Sunday, November 9, 2008

colors

synesthesia syn•es•the•sia (sĭn'ĭs-thē'zhə) n.

1. A condition in which one type of stimulation evokes the sensation of another, as when the hearing of a sound produces the visualization of a color.
2. A sensation felt in one part of the body as a result of stimulus that is applied to another, as in referred pain.





I had cluster migraine brain aches from the time I was born until I was in about the 2nd grade. I know this because I remember the colors….

I tasted, smelt and felt colors, heard them. I was fascinated with them. Couldn't stop staring at them. A bright orange in the print of a shirt or curtain would set my saliva to pooling back in my ears, hearing the taste of sharp scraped rinds scratching a fingernail into the point of my head. A subdued green started in my cheeks…a bright one copper- tasting pricklies in my temples. And blue? If I saw a blue neon sign I could feel the grownups think, "The boy's catatonic, and we can't afford brain surgery. He sure is cute, though, gawking out the window. Never mind the drooling. At least he's quiet."
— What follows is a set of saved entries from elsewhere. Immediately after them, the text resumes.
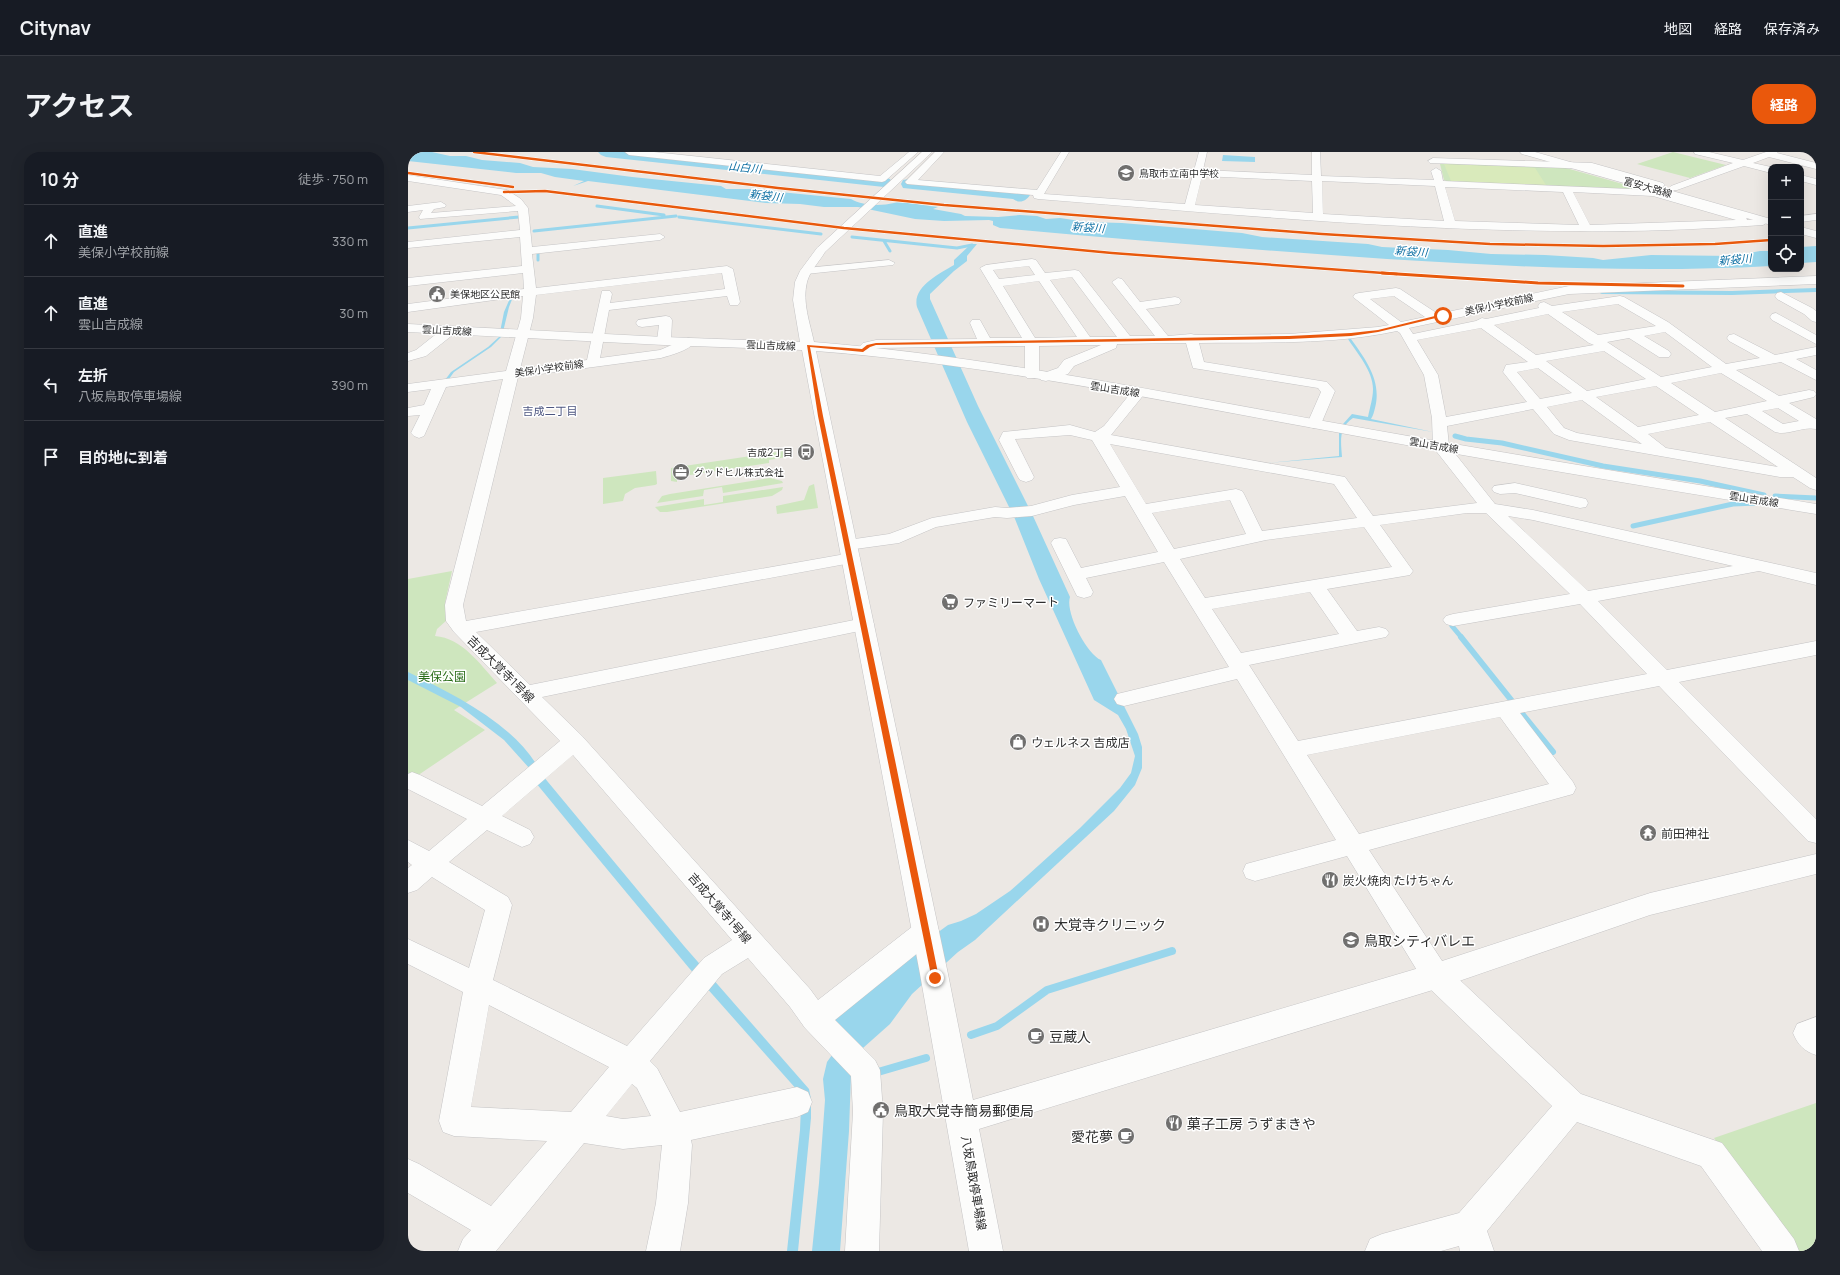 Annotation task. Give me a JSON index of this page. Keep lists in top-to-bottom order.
{
  "streets": {
    "street": [
      "富安大路線",
      "美保小学校前線",
      "雲山吉成線",
      "吉成大覚寺1号線",
      "八坂鳥取停車場線"
    ]
  },
  "crossings": [
    ["美保小学校前線", "雲山吉成線"],
    ["美保小学校前線", "吉成大覚寺1号線"],
    ["雲山吉成線", "吉成大覚寺1号線"],
    ["雲山吉成線", "八坂鳥取停車場線"]
  ],
  "districts": ["吉成二丁目"],
  "water": ["山白川", "新袋川"],
  "parks": ["美保公園"],
  "places": {
    "school or university": ["鳥取市立南中学校", "鳥取シティバレエ"],
    "public building": ["美保地区公民館", "鳥取大覚寺簡易郵便局"],
    "bus stop": ["吉成2丁目"],
    "office": ["グッドヒル株式会社"],
    "supermarket": ["ファミリーマート"],
    "shop": ["ウェルネス 吉成店"],
    "temple": ["前田神社"],
    "restaurant": ["炭火焼肉 たけちゃん", "菓子工房 うずまきや"],
    "hospital": ["大覚寺クリニック"],
    "cafe": ["豆蔵人", "愛花夢"]
  },
  "page": {
    "header": "Citynav",
    "nav": ["地図", "経路", "保存済み"],
    "title": "アクセス",
    "buttons": "経路",
    "heading": ["10 分", "徒歩 · 750 m"],
    "map_buttons": ["+", "−"],
    "list": [
      ["直進", "美保小学校前線", "330 m"],
      ["直進", "雲山吉成線", "30 m"],
      ["左折", "八坂鳥取停車場線", "390 m"],
      "目的地に到着"
    ]
  }
}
Sometimes the colors started my head hurting; other times the pain was already there and made me sense them. Either way the grey matter hooked up with other matters and eventually came to be a swirling mixed black alliance of pain. I never let on.

I peed all over myself, my desk seat, and pooled the floor in first grade. Embarrassing. I told the parents that it was because I was too shy to ask to go to the restroom. This was partially true. But the ultimate reason was that I had opened a big ol' box of brand-new crayons and got lost.

I was glad I had a bus seat to myself on the trip home. "I Wanna Hold Your Hand" on the driver's transistor, ignoring the fade-green naugahyde bench sticking to my skin… stretch out and let the constant yellow sun move through the windows and eyelids, yellow is good, yellow is warm, yellow is…naps bring no pain….

"Stevie, why did you miss your bus stop?"

"I fell asleep, mama."


In second grade I combined colors with math. Miss Fox noticed me poking my pencil at the air during a test.

"Stevie."

"Uh…yes'm."

Miss Fox leaned down to me. I liked Miss Fox, but I hated her getting close to me. She was one of those unfortunate folk who tend to spray spit when they whisper.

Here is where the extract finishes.